RECORDS TO PROCESS
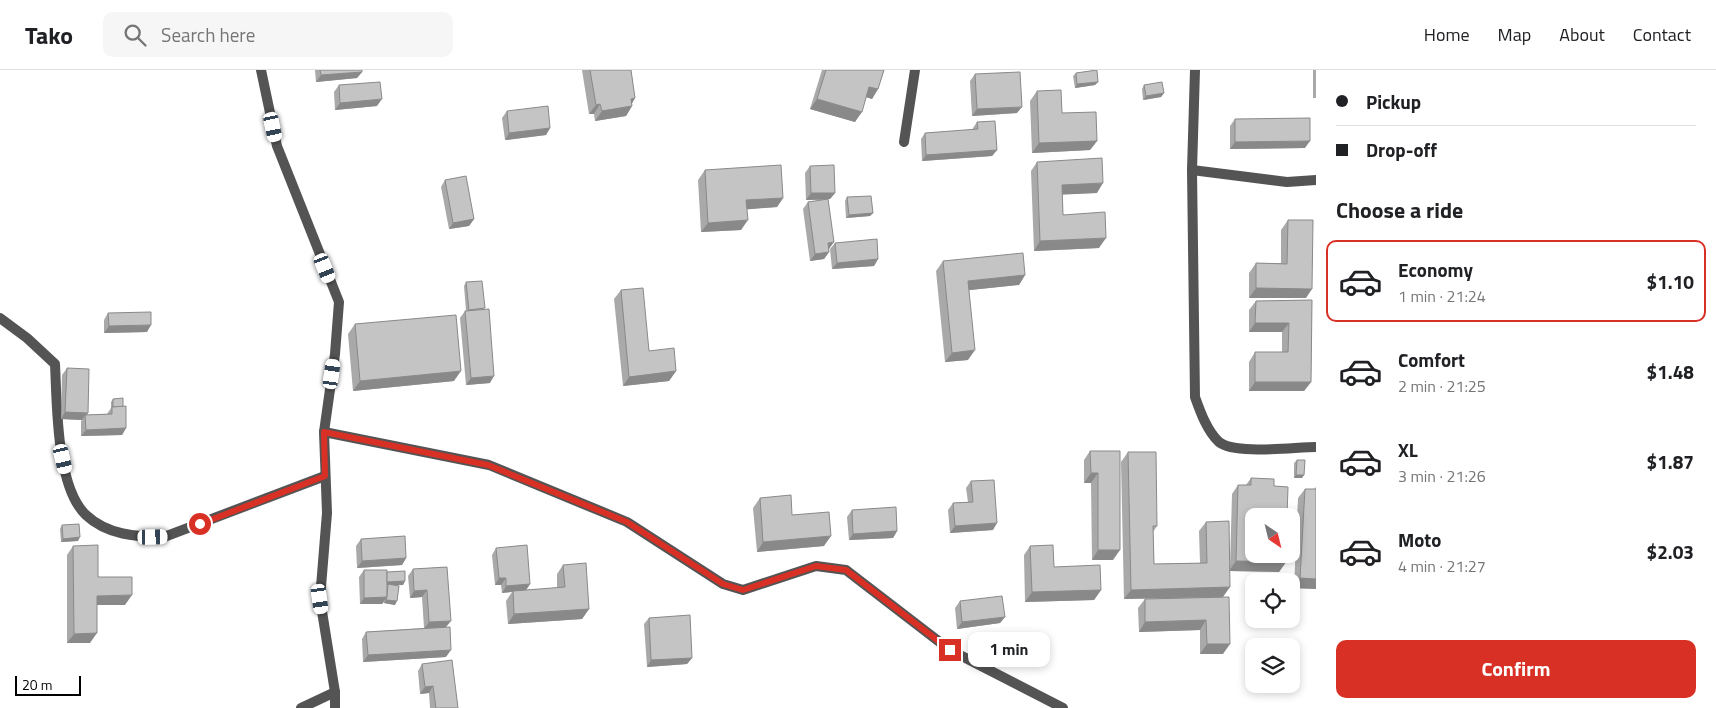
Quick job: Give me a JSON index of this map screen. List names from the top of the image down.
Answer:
{
  "scale_bar": "20 m",
  "north": "bottom right",
  "page": {
    "header": "Tako",
    "search": "Search here",
    "nav": [
      "Home",
      "Map",
      "About",
      "Contact"
    ],
    "banner": ["Pickup", "Drop-off"],
    "heading": "Choose a ride",
    "list": [
      {
        "name": "Economy",
        "note": "1 min · 21:24",
        "value": "$1.10"
      },
      {
        "name": "Comfort",
        "note": "2 min · 21:25",
        "value": "$1.48"
      },
      {
        "name": "XL",
        "note": "3 min · 21:26",
        "value": "$1.87"
      },
      {
        "name": "Moto",
        "note": "4 min · 21:27",
        "value": "$2.03"
      }
    ],
    "buttons": "Confirm",
    "bubble": "1 min",
    "scale": "20 m"
  }
}
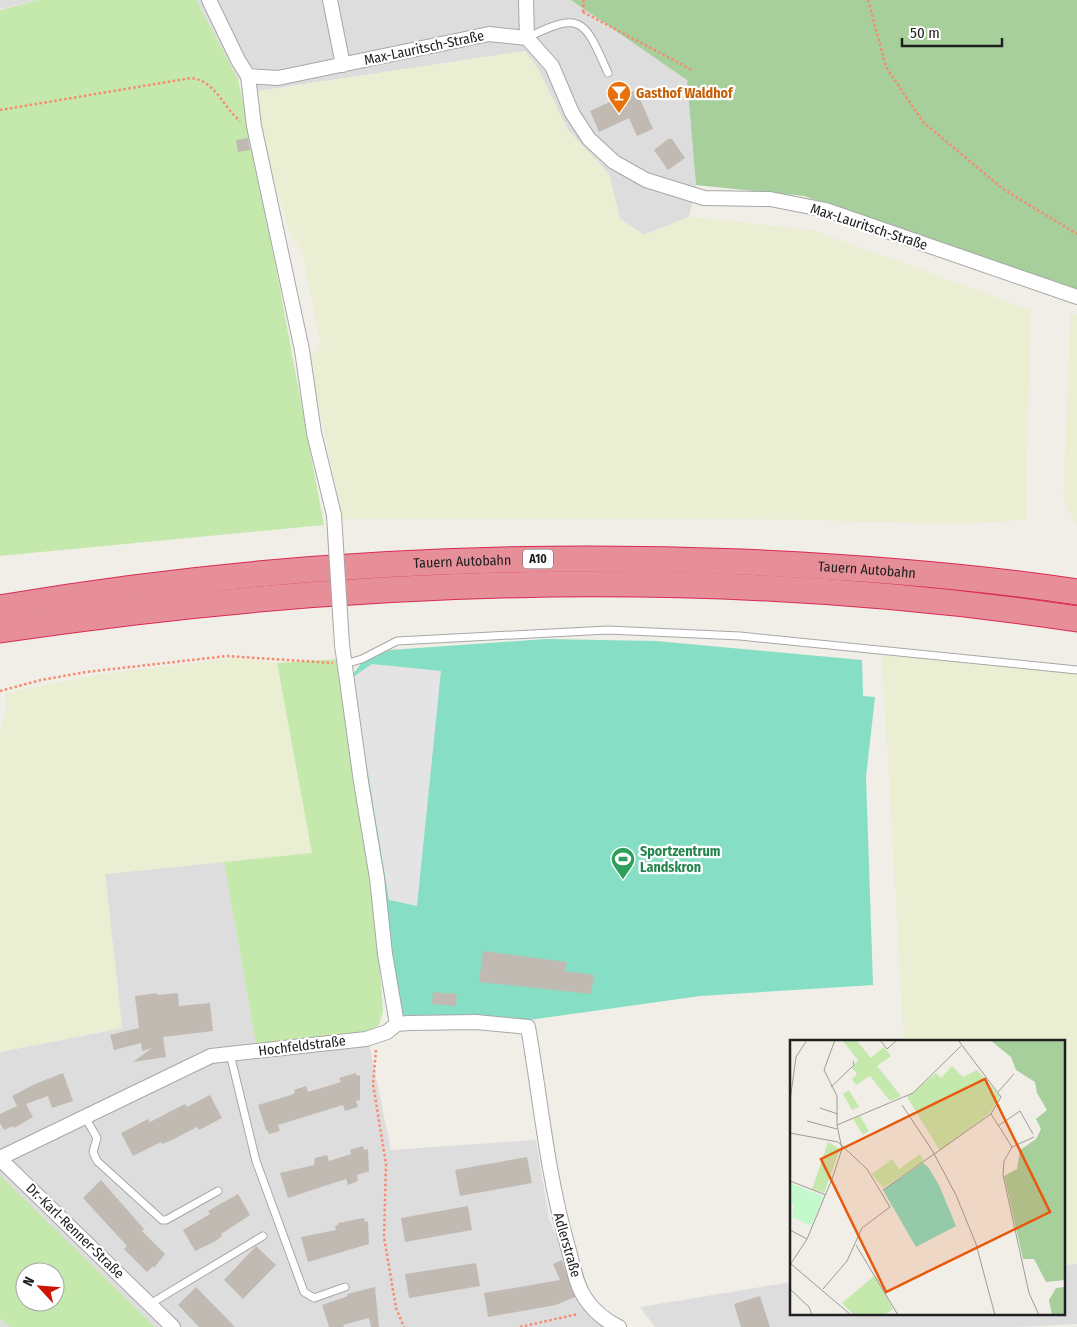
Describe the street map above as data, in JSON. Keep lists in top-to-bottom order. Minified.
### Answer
{"streets":{"highway":["A10","Tauern Autobahn"],"street":["Max-Lauritsch-Straße","Hochfeldstraße","Dr.-Karl-Renner-Straße","Adlerstraße"]},"crossings":[["Hochfeldstraße","Dr.-Karl-Renner-Straße"],["Hochfeldstraße","Adlerstraße"]],"places":{"bar":["Gasthof Waldhof"],"sports":["Sportzentrum Landskron"]},"scale_bar":"50 m","north":"top left"}
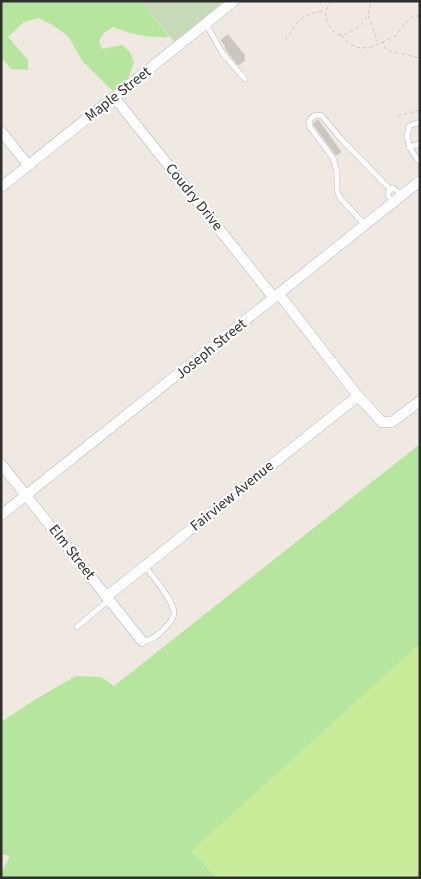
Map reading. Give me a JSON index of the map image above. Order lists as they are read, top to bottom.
{
  "streets": {
    "street": [
      "Maple Street",
      "Coudry Drive",
      "Joseph Street",
      "Fairview Avenue",
      "Elm Street"
    ]
  },
  "crossings": [
    ["Maple Street", "Coudry Drive"],
    ["Coudry Drive", "Joseph Street"],
    ["Coudry Drive", "Fairview Avenue"],
    ["Joseph Street", "Elm Street"],
    ["Fairview Avenue", "Elm Street"]
  ]
}
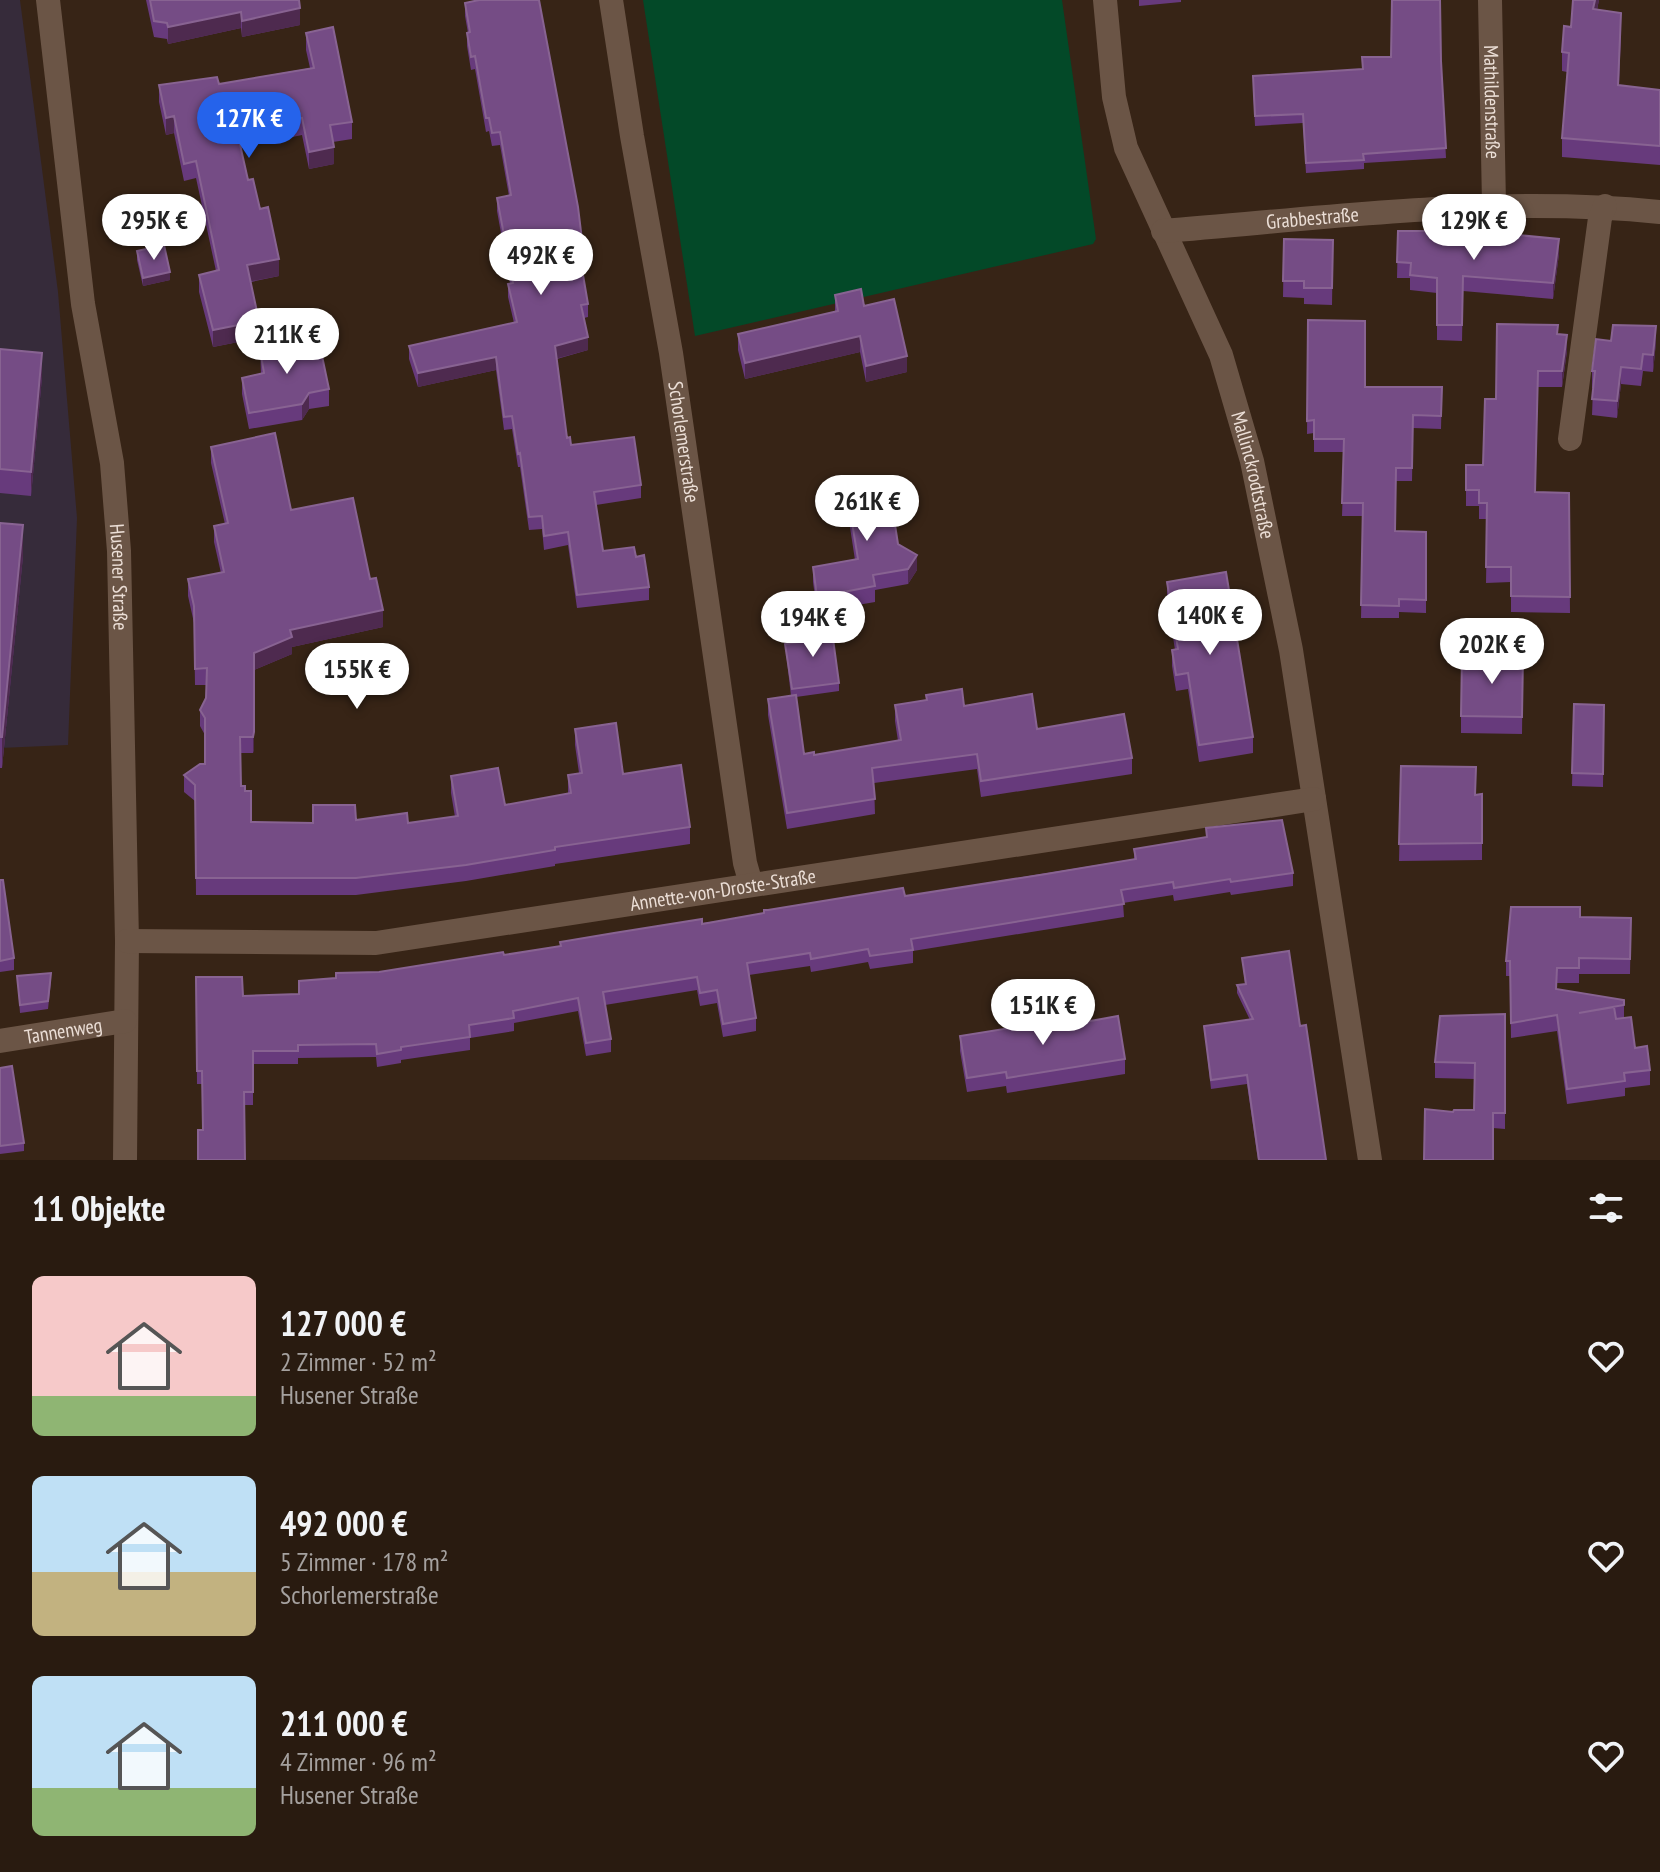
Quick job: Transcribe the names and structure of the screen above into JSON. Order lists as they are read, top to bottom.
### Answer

INSTRUCTIONS FOR THE TASK
Your answer must be an exact copy of the lines above, from the line that contains "Map reading. Give" through the final line, with no pictures in it.

RESPONSE TO THE TASK
Map reading. Give me a JSON index of the map image above. Order lists as they are read, top to bottom.
{
  "streets": {
    "street": [
      "Maple Street",
      "Coudry Drive",
      "Joseph Street",
      "Fairview Avenue",
      "Elm Street"
    ]
  },
  "crossings": [
    ["Maple Street", "Coudry Drive"],
    ["Coudry Drive", "Joseph Street"],
    ["Coudry Drive", "Fairview Avenue"],
    ["Joseph Street", "Elm Street"],
    ["Fairview Avenue", "Elm Street"]
  ]
}
Quick job: Transcribe the names and structure of the screen above into JSON. Order lists as they are read, top to bottom.
### Answer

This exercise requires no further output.